TASK OBJECTIVE:
Using the listing below, report all lines holding the word "turn".

SOURCE MATERIAL:
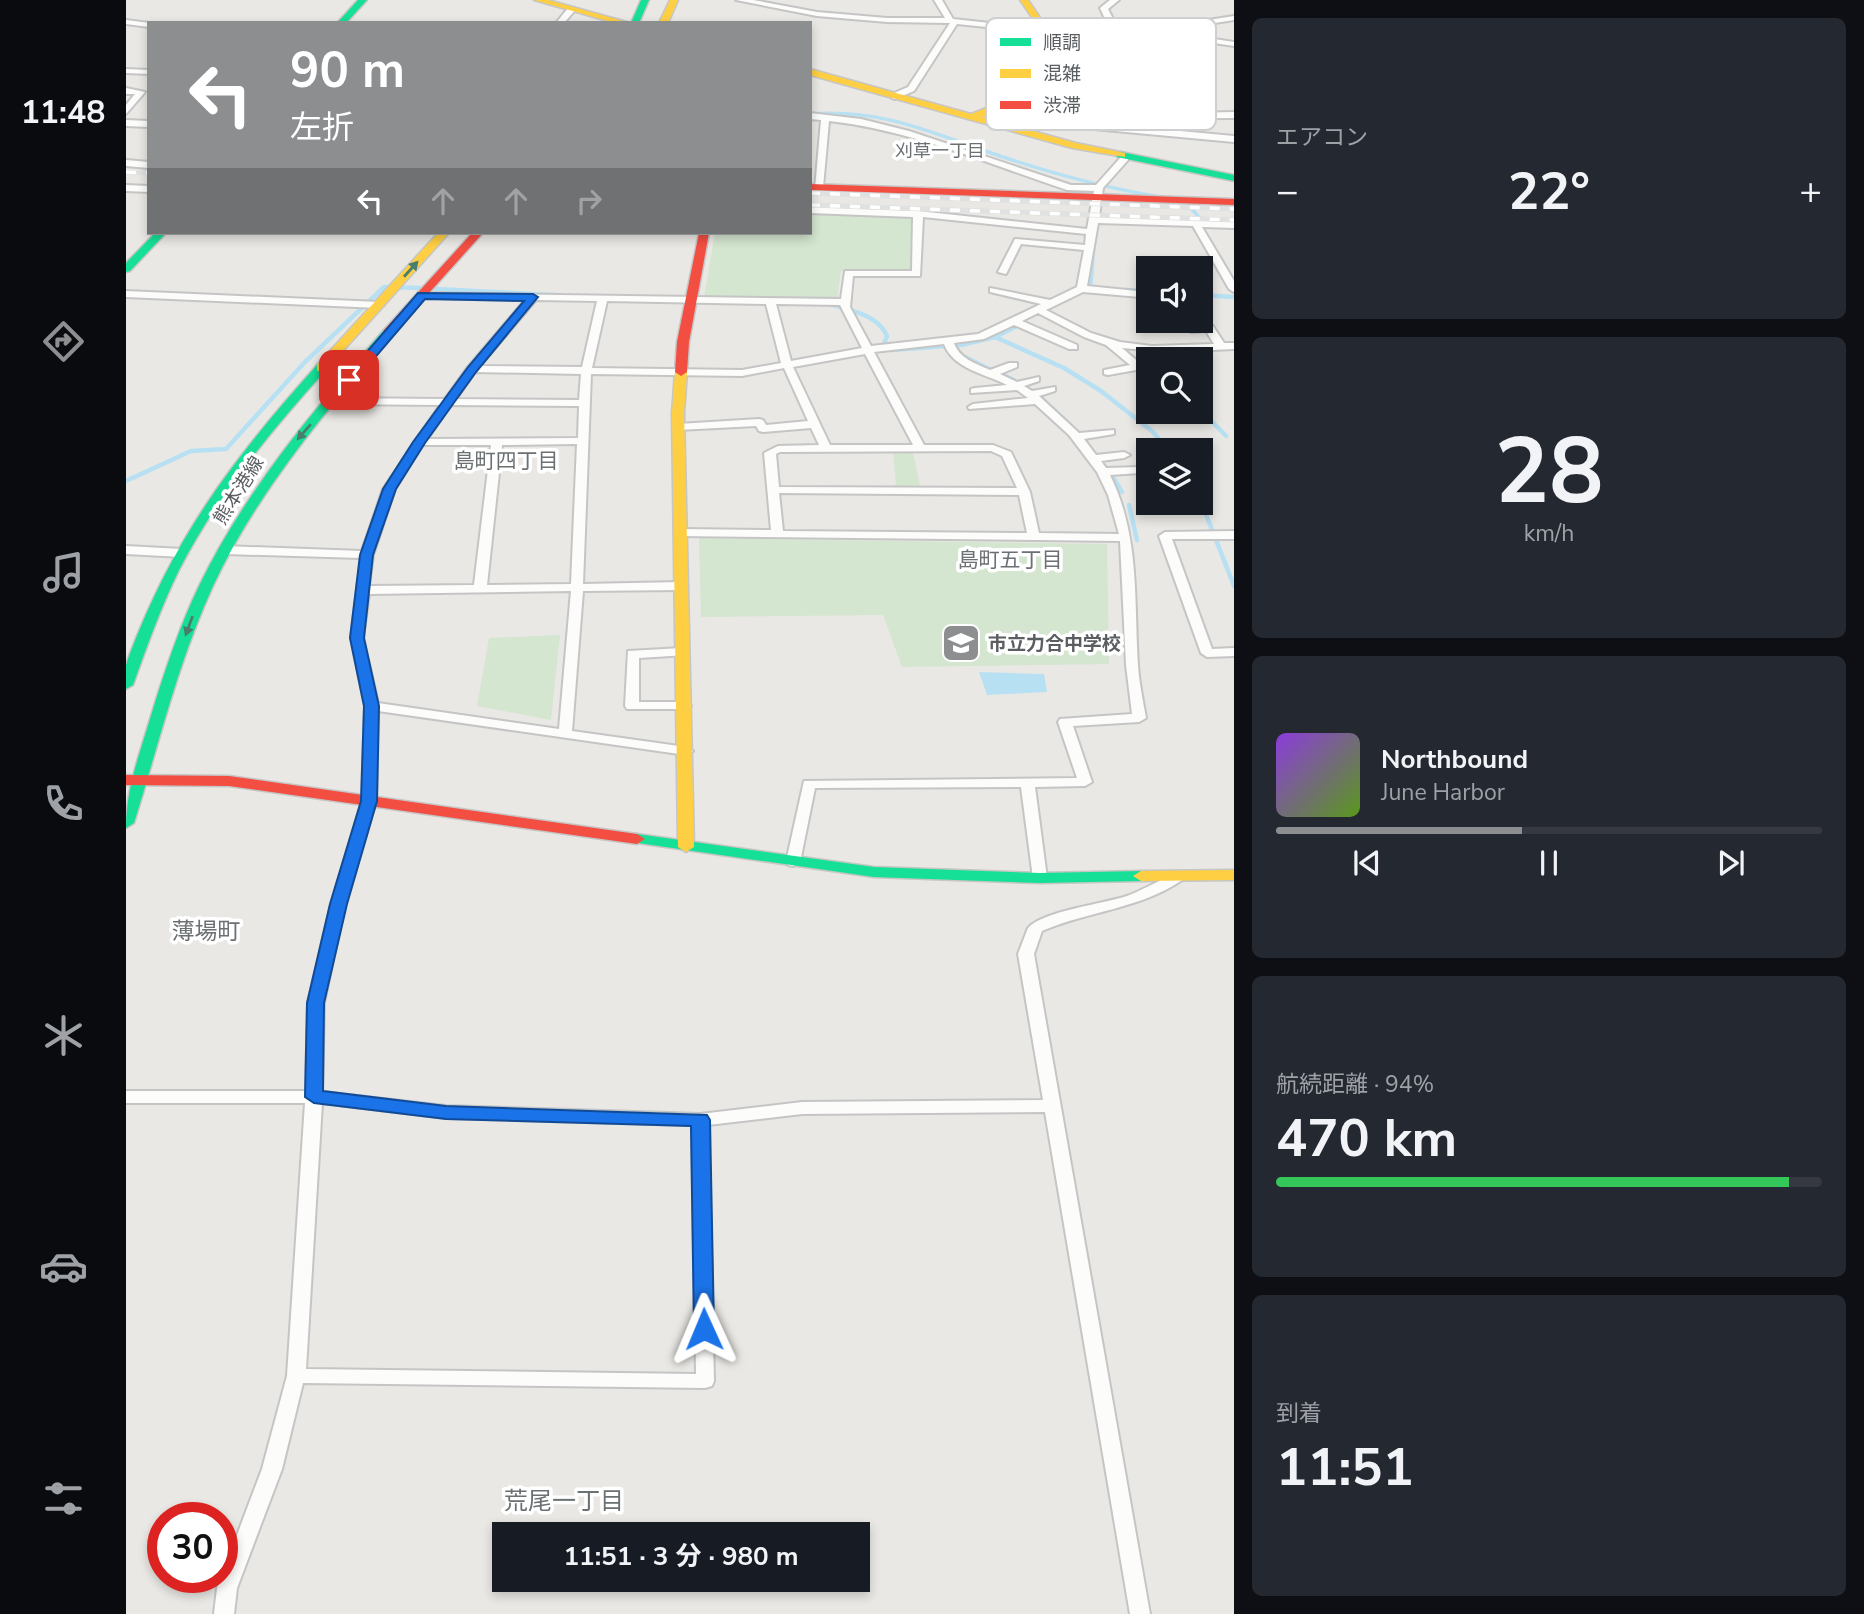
<!DOCTYPE html>
<html lang="ja">
<meta charset="utf-8">
<style>
:root{--surface:#171b24;--page:#242831;--text:#f1f3f6;--muted:#9ea1a6;--line:#363941;--accent:#8c8e8f}
body{margin:0;font-family:"Nunito Sans","Noto Sans JP",sans-serif;background:var(--page);color:var(--text);height:100vh;display:flex;flex-direction:column;font-size:26px;white-space:nowrap}
*{box-sizing:border-box;margin:0}
p{font-size:23px;color:var(--muted)}
.icon{flex:none;width:38px;height:38px;fill:none;stroke:currentColor;stroke-width:2;stroke-linecap:round;stroke-linejoin:round}
.map{position:relative;flex:1;overflow:hidden}
.panel{display:flex;flex-direction:column;gap:18px;padding:18px;background:#0d0f14;width:630px}
.panel>*{flex:none}
.guide{position:absolute;left:21px;top:21px;width:665px;height:214px;border-radius:0px;box-shadow:0 4px 10px #0003;background:#8c8e8f;color:#fff;overflow:hidden}
.tools{position:absolute;left:1010px;top:256px;display:grid;gap:14px}
.tools a{display:grid;place-items:center;width:77px;height:77px;border-radius:0px;background:var(--surface);box-shadow:0 4px 10px #0003;font-size:35px}
.speed{position:absolute;left:21px;top:1502px;display:flex;gap:14px;font-size:35px;font-weight:700;text-align:center}
.speed>*{display:grid;place-content:center;width:91px;height:91px;border-radius:50%;background:var(--surface);box-shadow:0 4px 10px #0003;line-height:1}
.speed .limit{border:10px solid #d22;background:#fff;color:#111}
.pin{position:absolute;display:grid;place-items:center;width:60px;height:60px;color:#fff;margin:-30px;border-radius:14px;box-shadow:0 4px 10px #0006}
.me{position:absolute;width:77px;margin:-38px;rotate:359deg;stroke-linejoin:round;filter:drop-shadow(0 0 5px #0008)}
.turn{display:flex;align-items:center;gap:24px;height:147px;padding:0 28px;font-size:32px}
.turn .icon{width:91px;height:91px;stroke-width:2.5}
.turn b{display:block;font-size:49px;line-height:60px}
.lanes{display:flex;align-items:center;height:66px;padding:0 28px;background:#0003;justify-content:center;gap:35px;direction:ltr}
.lanes .off{opacity:.35}
.big{font-size:52px;font-weight:700;line-height:1.1}
.panel .card{flex:1;display:flex;flex-direction:column;justify-content:center;gap:10px;min-width:0;padding:0 24px;border-radius:10px;background:var(--page)}
.panel .dial{align-items:center;gap:0}
.dial b{font-size:91px;line-height:1}
.song{display:flex;align-items:center;gap:21px}
.cover{width:84px;height:84px;border-radius:10px;background:linear-gradient(135deg,hsl(270 70% 55%),hsl(90 70% 35%))}
.played{height:7px;border-radius:4px;background:linear-gradient(90deg,var(--accent) 45%,var(--line) 45%)}
.keys{display:flex;justify-content:space-around;direction:ltr}
.heat{display:flex;justify-content:space-between;align-items:center;font-size:38px;direction:ltr}
.charge{height:10px;border-radius:5px;background:linear-gradient(90deg,#34c759 94%,var(--line) 0)}
.trip{position:absolute;left:366px;top:1522px;width:378px;height:70px;border-radius:0px;background:var(--surface);box-shadow:0 4px 10px #0003;font-weight:700;line-height:70px;text-align:center}
main{display:flex;flex:1;min-height:0}
.dock{display:flex;flex-direction:column;width:126px;justify-content:space-around;align-items:center;background:#090b0e;color:var(--muted)}
.dock .icon{width:49px;height:49px}
.dock .on{color:var(--accent)}
.dock b{font-size:32px;color:var(--text)}
.map>svg:first-child{display:block}
.green{fill:#d4e5d0}
.water{fill:#b8e0f3}
.lines{fill:none;stroke-linecap:round;stroke-linejoin:round}
.stream-far1{stroke:#b8e0f3;stroke-width:3.5}
.stream{stroke:#b8e0f3;stroke-width:4.5}
.street-casing{stroke:#c5c5c5;stroke-width:4}
.fast-casing{stroke:#c6c6c6;stroke-width:3}
.slow-casing{stroke:#c6c6c6;stroke-width:3}
.jam-casing{stroke:#c6c6c6;stroke-width:3}
.street{fill:#fcfcfb;fill-rule:evenodd}
.fast{fill:#16e098;fill-rule:evenodd}
.slow{fill:#ffcf43;fill-rule:evenodd}
.jam{fill:#f24e42;fill-rule:evenodd}
.rail-casing{stroke:#e0e1e1;stroke-width:5}
.rail{stroke:#fff;stroke-width:3.5;stroke-dasharray:10;stroke-linecap:butt}
.oneway{fill:#497e6f}
.route{fill:#1a73e8;stroke:#114b97;stroke-width:2}
.labels{text-anchor:middle;stroke-width:7;stroke-linejoin:round;paint-order:stroke}
.far-neighbourhood-label{font-size:18px;fill:#6b7073;stroke:#fff}
.street-label{font-size:19px;fill:#5a5e61;stroke:#fff}
.poi-label{font-size:19px;font-weight:bold;fill:#5a5e61;stroke:#fff;text-anchor:start}
.neighbourhood-label{font-size:21px;fill:#6b7073;stroke:#fff}
.quarter-label{font-size:23px;fill:#6b7073;stroke:#fff}
.near-neighbourhood-label{font-size:24px;fill:#6b7073;stroke:#fff}
.key{fill:#fff;stroke:#cecfd0;stroke-width:2}
.key-label{font-size:19px;fill:#5a5e61}
</style>
<main>
<nav class="dock">
<b>11:48</b>
<svg class="icon on" aria-label="directions" viewBox="0 0 24 24"><path d="M12 3l9 9-9 9-9-9zM9 14v-3h6M13 9l2 2-2 2"/></svg>
<svg class="icon" aria-label="music" viewBox="0 0 24 24"><path d="M9 18V5l10-2v13"/><circle cx="6" cy="18" r="3"/><circle cx="16" cy="16" r="3"/></svg>
<svg class="icon" aria-label="phone" viewBox="0 0 24 24"><path d="M5 4h4l2 5-3 2q2 4 5 5l2-3 5 2v4C11 20 4 13 5 4z"/></svg>
<svg class="icon" aria-label="climate" viewBox="0 0 24 24"><path d="M12 3v18M4 7l16 10M4 17L20 7"/></svg>
<svg class="icon" aria-label="car" viewBox="0 0 24 24"><path d="M5 17H2v-5l4-1 3-4h7l3 4 3 1v5h-3M9 17h6M6 11h13"/><circle cx="7" cy="17" r="2"/><circle cx="17" cy="17" r="2"/></svg>
<svg class="icon" aria-label="filters" viewBox="0 0 24 24"><path d="M4 7h16M4 17h16"/><circle cx="9" cy="7" r="2"/><circle cx="15" cy="17" r="2"/></svg>
</nav>
<div class="map">
<svg width="1108" height="1614" viewBox="0 0 1108 1614">
<rect width="100%" height="100%" fill="#e9e8e4"/>
<path class="green" d="M684,214L787,217L788,273L715,271L711,299L578,298L589,233H684Z
M767,452H787L794,486H770Z
M573,538L981,544L983,664L776,667L757,615L575,617Z
M434,635L425,720L351,706L363,638Z"/>
<path class="water" d="M853,672L918,674L921,692L861,695Z"/>
<g class="lines">
<path class="stream-far1" d="M684,114C760,109 805,133 874,156C925,173 976,187 1029,196
M1051,203L1063,206L1081,226
M966,270L968,243"/>
<path class="stream" d="M964,288L966,268
M310,289L429,295
M999,290L1022,291
M1074,295L1108,297
M704,304C725,311 751,314 761,336L758,344L766,350L835,345L869,337L938,368L975,391L1026,431L1042,450
M869,337L889,327
M835,355L867,371
M1011,361L1022,369
M874,373L893,383
M914,397L946,427
M1074,409L1100,436
M985,474L996,492
M0,481L65,451L100,449L179,362L258,287L294,288
M1074,499L1108,586
M1003,505L1011,540"/>
<defs>
<path id="street" d="M610,0H627L691,12L761,18H819L808,0H816L827,19L900,27L980,21L974,8L984,0H993L982,9L988,21H1076L1108,16V20L1076,25H1011L1018,114L1108,112V118L951,119L950,117L954,114H1010L1005,28L1003,25L900,31L831,24L788,91L769,99L766,98V94L782,87L824,23L761,22L691,16Z
M443,7L450,9L438,23H430Z
M0,20L23,23V27L0,24Z
M1023,29L1108,42V46L1020,33L1019,31Z
M0,69L23,70V74L0,73Z
M0,88L19,92L0,114V105L9,94H0Z
M872,104L946,121L1108,136V142L946,127L869,109V105Z
M684,113L735,119L783,131L945,185H970L996,156H1002V160L977,188L973,217L1108,222V228L1076,227L1108,281V292L1103,289L1067,226L972,223L961,286L1021,292L1022,305L1018,304L1014,297L957,292L920,310L965,333L994,342L1026,346L1088,344L1080,331L1065,332L1060,329C1066,324 1079,324 1087,326L1098,343H1108V349L1043,352L996,348L1022,370V378L1010,370L982,375L978,374V370L1004,365L980,345L958,337L912,313L896,321L951,345V349H943L888,325L858,339L828,343C833,358 850,364 864,370L883,363H891V367L874,374L891,382L913,377V381L898,386L906,391L929,387V391L913,396L953,433L988,430V434L958,439L970,455L998,452L1004,455L998,458L975,461L980,468L1014,467L1020,470L1014,473L984,475C1014,536 1008,599 1012,665C1013,683 1017,700 1020,718L1013,722L947,726L966,782L959,786L909,787L921,878L919,881L914,882L907,878L895,787L689,788L674,862L667,866L662,865L660,862L678,781L951,778L932,722L934,719L1006,714L1000,665L994,541L550,536L548,533L554,529L645,530L638,453L652,446L693,445L685,428L637,432L633,431L630,426L552,430L547,427L552,424L633,419L637,420L640,425L682,421L658,368L616,376L465,374L457,584L555,582L561,586L555,590L457,591L446,731L560,747L567,751L560,755L252,711L250,801L219,904L198,1003L196,1092L320,1106L574,1114L676,1102L917,1100L892,954L902,928C917,911 977,904 1001,896C1014,892 1047,872 1056,874L1058,877L1056,880C1014,909 962,911 916,931L908,954L1024,1614H1004L919,1112L676,1114L582,1125L588,1381L586,1386L579,1388L177,1383L156,1469L111,1588L108,1614H88L91,1588L136,1469L161,1376L179,1103H0V1091H180L182,1003L205,904L236,801L239,706L225,638L235,558L99,554L93,550L99,546L236,551L257,489L314,405L205,404L200,401L205,398L319,399L342,367L399,300L296,298L292,297V293L715,299L719,271H786L787,217L684,213V207L792,211L961,229L968,191L941,190C863,164 785,130 703,121L697,187L689,189L695,120L684,119ZM797,217L960,234L959,245L889,239L872,272L880,274L895,244L958,250L951,287L924,300L864,288V292L915,304L852,334L745,346L724,307L727,276H794ZM410,300L471,301L456,367L354,366ZM481,301L640,304L655,363L616,370L466,368ZM650,304L714,305L736,348L665,361ZM818,344C827,369 860,374 881,385L849,388L845,389V393L891,390L902,398L847,404L842,407L843,409L909,404L943,435L971,472L982,495L993,534L913,533L904,492L885,452L867,445H798L748,352ZM739,354L787,445H704L667,367ZM349,372L455,374L453,400L330,399ZM325,405L453,406L452,438L301,439ZM451,444L445,584L361,585L376,445ZM296,445H365L348,585L243,586L247,555L269,489ZM865,451L876,456L891,488L653,487L650,454L654,452ZM653,493L893,495L901,533L657,531ZM445,591L433,729L252,703L237,638L243,594ZM196,1103L320,1118L566,1125L570,1374L180,1369Z
M0,120L23,121V127L0,126Z
M0,160L23,162V168L0,166Z
M0,185L23,186V192L0,191Z
M0,291L253,302L258,305L253,308L0,297Z
M1108,531V539H1046L1086,649L1108,648V656L1081,657L1075,653L1033,536L1039,532Z
M0,546L56,549L62,553L56,557L0,554Z
M556,648L562,652L561,655L513,658V702H558L563,703L565,706L563,709H501L499,706L502,651Z"/>
<path id="fast" d="M232,0H241L220,23H211Z
M515,0H523L513,23H505Z
M995,152L1108,175V181L991,157V153Z
M29,233H40L4,271L0,272V263Z
M262,329L266,330V334C199,412 131,492 87,586C52,662 33,743 8,823L0,828C0,789 13,756 24,719C38,673 53,627 74,584C120,490 189,408 258,330Z
M195,364L201,368L199,371C144,432 91,496 53,570C35,607 21,646 7,685L0,689V665L3,656C48,537 107,459 191,365Z
M511,834L748,867L914,873L1015,871L1023,876L1015,881L914,883L748,877L505,842L503,839L505,836Z"/>
<path id="slow" d="M408,0H422L504,23H489Z
M544,0H552L542,23H533Z
M894,0H902L930,41C917,85 898,101 856,117L950,143L999,153V157L946,148L684,75V69L845,114C888,98 907,85 922,41Z
M312,233H323L199,371H191V365Z
M555,368L561,372L558,413L568,847L560,852L552,847L546,413L549,372Z
M1108,870V880L1015,881L1007,876L1015,871Z"/>
<path id="jam" d="M684,184L1108,199V205L684,190Z
M346,233H357L266,334H258V330Z
M573,233H583L563,342L561,372L555,376L549,372L551,342Z
M0,775L103,776L511,834L519,839L511,844L103,786L0,785Z"/>
</defs>
<use href="#street" class="street-casing"/>
<use href="#fast" class="fast-casing"/>
<use href="#slow" class="slow-casing"/>
<use href="#jam" class="jam-casing"/>
<use href="#street" class="street"/>
<use href="#fast" class="fast"/>
<use href="#slow" class="slow"/>
<use href="#jam" class="jam"/>
<defs>
<path id="rail" d="M0,172L23,173
M684,193L1108,209
M684,205L1108,220"/>
</defs>
<use href="#rail" class="rail-casing"/>
<use href="#rail" class="rail"/>
</g>
<defs><path id="oneway-solid" d="M-6-.8H1V-3.2L6.5 0L1 3.2V.8H-6Z" transform="scale(1.75)"/></defs>
<g class="oneway">
<use href="#oneway-solid" transform="translate(285 269) rotate(-48)"/>
<use href="#oneway-solid" transform="translate(178 432) rotate(131)"/>
<use href="#oneway-solid" transform="translate(63 626) rotate(110)"/>
</g>
<path class="route" d="M292,293L407,294L412,297L350,372L299,443L270,489L247,555L238,638L253,706L251,801L221,904L198,1003L197,1091L320,1106L581,1115L584,1120L588,1329L585,1334H571L568,1329L565,1126L320,1119L188,1103L179,1097L181,1003L204,904L235,801L238,706L224,638L234,555L257,489L287,442L342,367L398,301L299,299L228,382H219V377Z"/>
<defs>
<symbol id="school-square" viewBox="-11 -11 22 22"><rect x="-9" y="-9" width="18" height="18" rx="4" fill="#8c8e8f" stroke="#fff"/><path d="M0-5L7-2L0 1L-7-2ZM-4 1L0 2.5L4 1V4Q0 6-4 4Z" fill="#fff"/></symbol>
</defs>
<g fill-rule="evenodd">
<use href="#school-square" x="813" y="621" width="44" height="44"/>
</g>
<g class="labels">
<g class="far-neighbourhood-label">
<text x="814" y="157">刈草一丁目</text>
</g>
<g class="street-label">
<text transform="translate(112 490) rotate(-58)" y="7">熊本港線</text>
</g>
<g class="poi-label">
<text x="862" y="650">市立力合中学校</text>
</g>
<g class="neighbourhood-label">
<text x="380" y="468">島町四丁目</text>
<text x="884" y="567">島町五丁目</text>
</g>
<g class="quarter-label">
<text x="80" y="939">薄場町</text>
</g>
<g class="near-neighbourhood-label">
<text x="438" y="1509">荒尾一丁目</text>
</g>
</g>
<rect x="860" y="18" width="230" height="112" rx="10" class="key"/>
<rect x="874" y="38" width="31" height="8" fill="#16e098"/>
<rect x="874" y="69" width="31" height="9" fill="#ffcf43"/>
<rect x="874" y="101" width="31" height="8" fill="#f24e42"/>
<g class="key-label">
<text x="917" y="49">順調</text>
<text x="917" y="80">混雑</text>
<text x="917" y="112">渋滞</text>
</g>
</svg>
<div class="tools">
<a><svg class="icon" aria-label="sound" viewBox="0 0 24 24"><path d="M4 9h4l5-4v14l-5-4H4zM17 9q2 3 0 6"/></svg></a>
<a><svg class="icon" aria-label="search" viewBox="0 0 24 24"><circle cx="10" cy="10" r="6"/><path d="M15 15l6 6"/></svg></a>
<a><svg class="icon" aria-label="layers" viewBox="0 0 24 24"><path d="M12 4l9 5-9 5-9-5zM3 14l9 5 9-5"/></svg></a>
</div>
<div class="speed"><div class="limit">30</div></div>
<div class="pin" style="left:223px;top:380px;background:#d93025"><svg class="icon" aria-label="arrive" viewBox="0 0 24 24"><path d="M6 21V4h12l-3 4 3 4H6"/></svg></div>
<svg class="me" style="left:578px;top:1329px" viewBox="-20 -20 40 40"><path d="M0-17L14 15 0 8-14 15z" fill="#1a73e8" stroke="#fff" stroke-width="4"/></svg>
<div class="trip">11:51 · 3 分 · 980 m</div>
<div class="guide">
<div class="turn"><svg class="icon" aria-label="left" viewBox="0 0 24 24"><path d="M17 20v-9H6M10 6l-5 5 5 5"/></svg><div><b>90 m</b>左折</div></div>
<div class="lanes"><svg class="icon" aria-label="left" viewBox="0 0 24 24"><path d="M17 20v-9H6M10 6l-5 5 5 5"/></svg><svg class="icon off" aria-label="ahead" viewBox="0 0 24 24"><path d="M12 20V5M6 11l6-6 6 6"/></svg><svg class="icon off" aria-label="ahead" viewBox="0 0 24 24"><path d="M12 20V5M6 11l6-6 6 6"/></svg><svg class="icon off" aria-label="right" viewBox="0 0 24 24"><path d="M7 20v-9h11M14 6l5 5-5 5"/></svg></div>
</div>
</div>
<section class="panel">
<div class="card"><p>エアコン</p>
<div class="heat"><a>−</a><b class="big">22°</b><a>+</a></div>
</div>
<div class="card dial"><b>28</b><p>km/h</p></div>
<div class="card">
<div class="song"><i class="cover"></i><div><b>Northbound</b><p>June Harbor</p></div></div>
<div class="played"></div>
<div class="keys"><svg class="icon" aria-label="previous" viewBox="0 0 24 24"><path d="M18 5L8 12l10 7zM5 5v14"/></svg><svg class="icon" aria-label="pause" viewBox="0 0 24 24"><path d="M8 5v14M16 5v14"/></svg><svg class="icon" aria-label="next" viewBox="0 0 24 24"><path d="M6 5l10 7-10 7zM19 5v14"/></svg></div>
</div>
<div class="card"><p>航続距離 · 94%</p><b class="big">470 km</b><div class="charge"></div></div>
<div class="card"><p>到着</p><b class="big">11:51</b></div>
</section>
</main>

SOLUTION:
.turn{display:flex;align-items:center;gap:24px;height:147px;padding:0 28px;font-size:32px}
.turn .icon{width:91px;height:91px;stroke-width:2.5}
.turn b{display:block;font-size:49px;line-height:60px}
<div class="turn"><svg class="icon" aria-label="left" viewBox="0 0 24 24"><path d="M17 20v-9H6M10 6l-5 5 5 5"/></svg><div><b>90 m</b>左折</div></div>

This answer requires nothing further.